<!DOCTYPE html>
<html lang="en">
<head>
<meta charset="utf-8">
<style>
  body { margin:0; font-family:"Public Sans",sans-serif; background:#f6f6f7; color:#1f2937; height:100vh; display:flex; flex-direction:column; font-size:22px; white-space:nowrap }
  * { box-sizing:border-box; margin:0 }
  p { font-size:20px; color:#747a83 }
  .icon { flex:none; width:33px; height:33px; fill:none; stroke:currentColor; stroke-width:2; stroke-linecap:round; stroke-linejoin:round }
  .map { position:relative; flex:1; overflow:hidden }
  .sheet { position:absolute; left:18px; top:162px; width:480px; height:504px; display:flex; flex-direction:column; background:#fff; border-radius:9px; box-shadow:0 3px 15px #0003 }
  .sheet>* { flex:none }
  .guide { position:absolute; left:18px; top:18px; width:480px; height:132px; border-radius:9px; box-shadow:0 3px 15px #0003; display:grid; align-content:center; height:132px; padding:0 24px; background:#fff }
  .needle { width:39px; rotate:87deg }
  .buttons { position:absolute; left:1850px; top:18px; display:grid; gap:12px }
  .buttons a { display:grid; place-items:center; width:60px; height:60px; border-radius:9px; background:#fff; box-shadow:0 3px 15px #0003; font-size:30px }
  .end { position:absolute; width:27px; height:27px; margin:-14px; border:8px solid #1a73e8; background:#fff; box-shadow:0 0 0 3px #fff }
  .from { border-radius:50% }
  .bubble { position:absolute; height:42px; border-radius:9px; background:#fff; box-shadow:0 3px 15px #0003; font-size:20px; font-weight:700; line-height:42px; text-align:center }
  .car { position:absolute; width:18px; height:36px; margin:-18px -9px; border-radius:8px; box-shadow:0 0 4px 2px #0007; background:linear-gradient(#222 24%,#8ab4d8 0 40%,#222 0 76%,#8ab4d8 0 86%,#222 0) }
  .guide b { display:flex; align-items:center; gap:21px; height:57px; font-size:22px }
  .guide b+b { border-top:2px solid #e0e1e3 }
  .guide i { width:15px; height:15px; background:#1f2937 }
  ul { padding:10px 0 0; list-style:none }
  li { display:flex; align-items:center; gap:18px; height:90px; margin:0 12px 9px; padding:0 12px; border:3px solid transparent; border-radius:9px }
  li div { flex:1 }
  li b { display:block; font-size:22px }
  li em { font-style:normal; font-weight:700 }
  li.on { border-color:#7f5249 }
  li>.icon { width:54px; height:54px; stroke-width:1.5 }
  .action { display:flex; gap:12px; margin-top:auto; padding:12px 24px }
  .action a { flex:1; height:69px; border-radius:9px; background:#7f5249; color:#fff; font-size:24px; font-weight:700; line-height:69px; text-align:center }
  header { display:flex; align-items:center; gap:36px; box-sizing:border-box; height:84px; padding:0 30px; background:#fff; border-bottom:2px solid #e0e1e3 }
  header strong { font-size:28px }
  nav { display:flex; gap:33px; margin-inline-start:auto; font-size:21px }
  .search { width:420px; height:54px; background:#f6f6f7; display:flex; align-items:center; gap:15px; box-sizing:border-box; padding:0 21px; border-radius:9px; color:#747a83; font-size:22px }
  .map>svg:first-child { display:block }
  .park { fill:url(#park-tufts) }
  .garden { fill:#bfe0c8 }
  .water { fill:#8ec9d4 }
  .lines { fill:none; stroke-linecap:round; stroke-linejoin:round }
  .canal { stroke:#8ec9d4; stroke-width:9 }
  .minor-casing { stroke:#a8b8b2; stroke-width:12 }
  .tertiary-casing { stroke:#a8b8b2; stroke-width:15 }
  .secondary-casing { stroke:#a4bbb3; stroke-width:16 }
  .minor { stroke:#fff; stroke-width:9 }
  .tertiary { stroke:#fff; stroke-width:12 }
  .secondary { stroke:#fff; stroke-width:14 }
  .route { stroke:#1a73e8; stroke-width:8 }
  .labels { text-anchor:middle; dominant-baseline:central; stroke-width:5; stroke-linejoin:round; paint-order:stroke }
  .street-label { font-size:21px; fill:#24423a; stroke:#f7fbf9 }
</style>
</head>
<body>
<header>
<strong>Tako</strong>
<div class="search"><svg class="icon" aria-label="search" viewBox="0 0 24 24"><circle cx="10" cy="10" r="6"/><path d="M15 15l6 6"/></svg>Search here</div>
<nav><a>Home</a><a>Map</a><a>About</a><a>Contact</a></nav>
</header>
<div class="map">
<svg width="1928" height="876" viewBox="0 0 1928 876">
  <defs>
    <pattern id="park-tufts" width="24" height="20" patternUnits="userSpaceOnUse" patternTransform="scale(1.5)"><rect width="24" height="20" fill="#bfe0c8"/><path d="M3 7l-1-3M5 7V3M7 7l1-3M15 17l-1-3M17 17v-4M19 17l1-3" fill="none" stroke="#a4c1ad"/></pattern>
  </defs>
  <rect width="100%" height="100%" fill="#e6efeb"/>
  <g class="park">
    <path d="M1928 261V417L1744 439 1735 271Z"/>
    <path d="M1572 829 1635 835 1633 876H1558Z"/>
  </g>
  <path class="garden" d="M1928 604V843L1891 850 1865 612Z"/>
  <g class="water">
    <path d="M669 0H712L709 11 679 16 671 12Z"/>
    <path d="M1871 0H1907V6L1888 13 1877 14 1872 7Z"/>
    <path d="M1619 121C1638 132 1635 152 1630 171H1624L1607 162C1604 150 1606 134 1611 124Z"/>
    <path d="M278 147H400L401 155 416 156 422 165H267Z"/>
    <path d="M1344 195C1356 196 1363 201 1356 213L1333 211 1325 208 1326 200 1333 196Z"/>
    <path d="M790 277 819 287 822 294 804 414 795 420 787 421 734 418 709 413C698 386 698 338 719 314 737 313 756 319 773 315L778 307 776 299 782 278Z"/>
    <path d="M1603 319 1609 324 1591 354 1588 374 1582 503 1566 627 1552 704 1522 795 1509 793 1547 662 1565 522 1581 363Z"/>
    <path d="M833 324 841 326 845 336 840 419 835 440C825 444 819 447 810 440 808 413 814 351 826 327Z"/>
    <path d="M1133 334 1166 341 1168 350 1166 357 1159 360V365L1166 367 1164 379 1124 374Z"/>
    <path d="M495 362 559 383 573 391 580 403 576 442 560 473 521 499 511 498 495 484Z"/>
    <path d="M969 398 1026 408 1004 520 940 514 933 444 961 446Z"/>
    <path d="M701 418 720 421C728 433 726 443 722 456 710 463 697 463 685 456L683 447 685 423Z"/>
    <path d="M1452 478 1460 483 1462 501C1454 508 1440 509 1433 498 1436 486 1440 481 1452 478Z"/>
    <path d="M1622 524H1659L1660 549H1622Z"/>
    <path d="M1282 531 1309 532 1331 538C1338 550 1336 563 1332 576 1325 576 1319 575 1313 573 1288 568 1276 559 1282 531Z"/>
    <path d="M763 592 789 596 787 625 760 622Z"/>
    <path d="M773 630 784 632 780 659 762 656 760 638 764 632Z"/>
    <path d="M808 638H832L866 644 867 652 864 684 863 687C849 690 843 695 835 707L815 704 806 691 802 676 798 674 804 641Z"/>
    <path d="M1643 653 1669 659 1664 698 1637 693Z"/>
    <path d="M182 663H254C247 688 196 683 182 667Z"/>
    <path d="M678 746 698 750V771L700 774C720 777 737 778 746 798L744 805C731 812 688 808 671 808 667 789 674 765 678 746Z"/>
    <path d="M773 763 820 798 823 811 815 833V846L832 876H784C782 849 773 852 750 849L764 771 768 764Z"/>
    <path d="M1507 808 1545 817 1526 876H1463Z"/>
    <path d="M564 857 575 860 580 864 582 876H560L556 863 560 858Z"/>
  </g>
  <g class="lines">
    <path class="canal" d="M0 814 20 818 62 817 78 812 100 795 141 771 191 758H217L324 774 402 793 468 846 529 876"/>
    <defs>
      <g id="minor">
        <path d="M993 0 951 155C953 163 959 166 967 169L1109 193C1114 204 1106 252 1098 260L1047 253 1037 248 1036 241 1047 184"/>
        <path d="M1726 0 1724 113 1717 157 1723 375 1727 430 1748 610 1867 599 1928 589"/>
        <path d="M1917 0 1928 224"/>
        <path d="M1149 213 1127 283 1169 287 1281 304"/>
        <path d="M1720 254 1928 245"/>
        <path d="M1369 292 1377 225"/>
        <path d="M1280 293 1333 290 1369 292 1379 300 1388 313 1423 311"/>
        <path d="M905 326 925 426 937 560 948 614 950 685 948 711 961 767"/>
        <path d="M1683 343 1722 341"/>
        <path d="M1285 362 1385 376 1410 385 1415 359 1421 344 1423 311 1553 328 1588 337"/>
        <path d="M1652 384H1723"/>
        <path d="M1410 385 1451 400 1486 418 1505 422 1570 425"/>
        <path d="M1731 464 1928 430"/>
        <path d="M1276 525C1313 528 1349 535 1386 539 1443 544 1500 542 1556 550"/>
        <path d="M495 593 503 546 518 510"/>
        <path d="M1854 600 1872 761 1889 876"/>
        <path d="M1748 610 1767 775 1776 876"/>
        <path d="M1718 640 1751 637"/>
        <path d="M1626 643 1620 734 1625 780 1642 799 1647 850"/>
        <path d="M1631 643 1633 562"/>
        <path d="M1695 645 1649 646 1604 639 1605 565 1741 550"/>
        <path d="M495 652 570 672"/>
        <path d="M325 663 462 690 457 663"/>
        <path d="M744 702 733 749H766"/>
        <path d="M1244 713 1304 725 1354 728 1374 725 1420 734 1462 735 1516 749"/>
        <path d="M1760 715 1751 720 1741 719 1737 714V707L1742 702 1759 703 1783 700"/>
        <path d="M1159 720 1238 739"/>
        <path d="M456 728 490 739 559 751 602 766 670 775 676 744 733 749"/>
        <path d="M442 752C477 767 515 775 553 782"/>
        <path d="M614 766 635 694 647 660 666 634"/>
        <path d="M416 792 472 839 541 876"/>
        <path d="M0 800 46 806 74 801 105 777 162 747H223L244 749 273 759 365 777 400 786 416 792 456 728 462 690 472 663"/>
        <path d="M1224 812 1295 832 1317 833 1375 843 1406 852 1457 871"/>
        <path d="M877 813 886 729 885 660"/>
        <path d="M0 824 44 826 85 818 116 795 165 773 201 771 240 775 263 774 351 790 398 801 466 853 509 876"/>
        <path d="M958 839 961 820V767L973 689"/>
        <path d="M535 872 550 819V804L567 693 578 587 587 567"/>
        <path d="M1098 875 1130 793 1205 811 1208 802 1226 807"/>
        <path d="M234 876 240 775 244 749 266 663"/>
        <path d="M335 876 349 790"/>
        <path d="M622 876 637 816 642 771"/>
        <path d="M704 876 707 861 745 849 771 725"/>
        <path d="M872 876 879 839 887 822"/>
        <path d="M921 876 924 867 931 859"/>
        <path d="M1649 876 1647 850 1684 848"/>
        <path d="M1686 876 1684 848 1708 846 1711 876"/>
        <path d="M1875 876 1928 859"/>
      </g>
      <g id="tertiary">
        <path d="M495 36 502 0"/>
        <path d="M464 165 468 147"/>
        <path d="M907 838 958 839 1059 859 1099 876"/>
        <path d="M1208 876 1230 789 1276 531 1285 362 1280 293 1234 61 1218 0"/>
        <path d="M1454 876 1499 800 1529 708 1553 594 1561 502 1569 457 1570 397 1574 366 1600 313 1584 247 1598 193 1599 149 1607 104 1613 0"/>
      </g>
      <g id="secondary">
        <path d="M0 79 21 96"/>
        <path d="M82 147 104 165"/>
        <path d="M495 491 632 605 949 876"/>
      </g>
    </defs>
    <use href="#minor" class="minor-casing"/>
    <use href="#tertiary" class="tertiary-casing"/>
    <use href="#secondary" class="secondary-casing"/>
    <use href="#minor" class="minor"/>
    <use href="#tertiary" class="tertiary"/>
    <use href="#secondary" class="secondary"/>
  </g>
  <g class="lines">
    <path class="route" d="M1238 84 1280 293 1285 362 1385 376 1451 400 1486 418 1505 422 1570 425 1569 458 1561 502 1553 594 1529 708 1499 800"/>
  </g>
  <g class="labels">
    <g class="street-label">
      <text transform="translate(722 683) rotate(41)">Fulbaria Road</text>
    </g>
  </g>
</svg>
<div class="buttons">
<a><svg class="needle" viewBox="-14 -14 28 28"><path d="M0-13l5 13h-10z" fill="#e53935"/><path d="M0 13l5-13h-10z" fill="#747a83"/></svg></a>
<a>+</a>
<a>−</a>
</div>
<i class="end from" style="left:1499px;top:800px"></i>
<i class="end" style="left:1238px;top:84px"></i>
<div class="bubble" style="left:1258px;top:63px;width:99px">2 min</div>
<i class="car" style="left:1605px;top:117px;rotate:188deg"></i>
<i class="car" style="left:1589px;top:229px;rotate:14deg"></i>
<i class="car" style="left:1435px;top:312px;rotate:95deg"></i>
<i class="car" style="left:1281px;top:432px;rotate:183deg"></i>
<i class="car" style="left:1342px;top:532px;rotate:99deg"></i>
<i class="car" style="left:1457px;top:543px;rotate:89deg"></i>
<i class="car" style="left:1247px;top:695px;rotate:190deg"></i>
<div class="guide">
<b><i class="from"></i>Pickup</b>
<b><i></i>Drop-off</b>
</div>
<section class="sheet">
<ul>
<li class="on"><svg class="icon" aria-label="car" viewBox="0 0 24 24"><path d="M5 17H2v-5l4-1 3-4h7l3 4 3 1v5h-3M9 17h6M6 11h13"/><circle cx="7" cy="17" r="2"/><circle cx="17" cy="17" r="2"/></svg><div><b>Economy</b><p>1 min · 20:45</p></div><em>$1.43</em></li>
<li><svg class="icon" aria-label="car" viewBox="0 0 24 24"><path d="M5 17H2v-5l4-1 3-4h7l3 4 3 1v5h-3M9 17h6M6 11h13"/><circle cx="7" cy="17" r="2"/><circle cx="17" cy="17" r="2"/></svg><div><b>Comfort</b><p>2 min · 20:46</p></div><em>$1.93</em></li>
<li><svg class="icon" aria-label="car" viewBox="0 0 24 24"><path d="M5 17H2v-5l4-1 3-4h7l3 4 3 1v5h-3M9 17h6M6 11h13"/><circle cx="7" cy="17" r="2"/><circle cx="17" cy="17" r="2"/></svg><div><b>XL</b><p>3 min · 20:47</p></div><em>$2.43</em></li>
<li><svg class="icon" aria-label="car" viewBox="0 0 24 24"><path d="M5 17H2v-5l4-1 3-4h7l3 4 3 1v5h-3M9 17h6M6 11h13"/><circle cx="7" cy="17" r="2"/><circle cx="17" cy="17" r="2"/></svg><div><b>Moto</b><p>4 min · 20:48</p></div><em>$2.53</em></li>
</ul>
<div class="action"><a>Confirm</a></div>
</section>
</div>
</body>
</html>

:: What to produce ::
Please state the number of lines above that hold the string "strong", with nothing else added.

:: Answer to this exercise ::
2